##### MATERIAL FOR THIS EXERCISE

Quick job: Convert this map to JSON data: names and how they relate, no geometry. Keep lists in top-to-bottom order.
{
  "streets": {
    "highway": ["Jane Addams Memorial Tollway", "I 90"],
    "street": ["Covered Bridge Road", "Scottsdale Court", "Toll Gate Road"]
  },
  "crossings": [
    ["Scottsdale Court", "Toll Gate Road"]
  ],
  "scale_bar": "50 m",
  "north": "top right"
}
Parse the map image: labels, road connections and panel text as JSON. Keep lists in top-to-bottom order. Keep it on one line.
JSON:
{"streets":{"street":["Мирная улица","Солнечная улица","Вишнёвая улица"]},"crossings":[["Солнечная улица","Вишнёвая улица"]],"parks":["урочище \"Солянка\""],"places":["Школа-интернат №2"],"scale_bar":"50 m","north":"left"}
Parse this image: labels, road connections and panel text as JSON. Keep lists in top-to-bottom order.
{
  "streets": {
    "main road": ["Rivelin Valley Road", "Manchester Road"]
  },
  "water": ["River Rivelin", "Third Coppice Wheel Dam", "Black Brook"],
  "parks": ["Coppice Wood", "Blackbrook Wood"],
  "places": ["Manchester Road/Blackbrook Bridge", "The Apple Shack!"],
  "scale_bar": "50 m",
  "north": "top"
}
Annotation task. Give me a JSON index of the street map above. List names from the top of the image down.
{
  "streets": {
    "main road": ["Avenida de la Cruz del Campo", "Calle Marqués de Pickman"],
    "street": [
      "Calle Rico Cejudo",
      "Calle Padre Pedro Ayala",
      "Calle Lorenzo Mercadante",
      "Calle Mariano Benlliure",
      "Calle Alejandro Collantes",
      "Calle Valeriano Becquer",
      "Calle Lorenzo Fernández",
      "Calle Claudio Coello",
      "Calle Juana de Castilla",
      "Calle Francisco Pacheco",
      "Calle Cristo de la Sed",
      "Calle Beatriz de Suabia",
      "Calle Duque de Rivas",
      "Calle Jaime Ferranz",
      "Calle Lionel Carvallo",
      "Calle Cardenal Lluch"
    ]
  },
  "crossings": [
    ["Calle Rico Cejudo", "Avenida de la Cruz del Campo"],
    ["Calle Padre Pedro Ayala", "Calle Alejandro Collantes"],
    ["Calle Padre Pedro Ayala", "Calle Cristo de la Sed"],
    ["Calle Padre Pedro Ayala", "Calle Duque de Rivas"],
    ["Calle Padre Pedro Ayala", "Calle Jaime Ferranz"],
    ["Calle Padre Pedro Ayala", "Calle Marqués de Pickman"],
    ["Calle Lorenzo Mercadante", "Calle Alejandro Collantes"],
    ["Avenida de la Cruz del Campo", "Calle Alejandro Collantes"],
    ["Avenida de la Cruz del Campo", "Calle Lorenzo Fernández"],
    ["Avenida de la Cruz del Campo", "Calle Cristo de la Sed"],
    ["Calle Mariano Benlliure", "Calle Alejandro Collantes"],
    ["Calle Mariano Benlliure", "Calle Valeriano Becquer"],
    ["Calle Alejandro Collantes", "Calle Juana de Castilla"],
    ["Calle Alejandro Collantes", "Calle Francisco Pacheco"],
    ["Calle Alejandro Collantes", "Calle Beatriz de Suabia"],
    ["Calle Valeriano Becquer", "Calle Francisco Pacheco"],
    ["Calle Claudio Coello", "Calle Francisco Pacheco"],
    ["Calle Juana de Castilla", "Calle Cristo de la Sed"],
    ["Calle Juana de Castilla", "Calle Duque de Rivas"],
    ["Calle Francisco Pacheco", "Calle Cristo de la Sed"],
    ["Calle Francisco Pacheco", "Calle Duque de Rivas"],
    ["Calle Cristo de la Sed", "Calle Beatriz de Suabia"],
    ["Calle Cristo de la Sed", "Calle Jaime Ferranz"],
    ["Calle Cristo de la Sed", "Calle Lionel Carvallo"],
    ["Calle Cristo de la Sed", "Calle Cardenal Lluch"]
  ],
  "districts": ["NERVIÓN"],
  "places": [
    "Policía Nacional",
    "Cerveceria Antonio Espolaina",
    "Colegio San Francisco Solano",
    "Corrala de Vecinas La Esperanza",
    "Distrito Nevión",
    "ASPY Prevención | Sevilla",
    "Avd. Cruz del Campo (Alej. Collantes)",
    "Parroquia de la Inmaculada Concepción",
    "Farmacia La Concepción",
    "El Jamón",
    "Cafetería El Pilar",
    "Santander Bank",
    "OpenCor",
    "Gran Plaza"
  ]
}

##########

TO DO: Reproduce the listing word for word from its first line up to and including the line with "Parse the map". Give no other lines.

ANSWER TO THIS TASK:
Quick job: Convert this map to JSON data: names and how they relate, no geometry. Keep lists in top-to-bottom order.
{
  "streets": {
    "highway": ["Jane Addams Memorial Tollway", "I 90"],
    "street": ["Covered Bridge Road", "Scottsdale Court", "Toll Gate Road"]
  },
  "crossings": [
    ["Scottsdale Court", "Toll Gate Road"]
  ],
  "scale_bar": "50 m",
  "north": "top right"
}
Parse the map image: labels, road connections and panel text as JSON. Keep lists in top-to-bottom order. Keep it on one line.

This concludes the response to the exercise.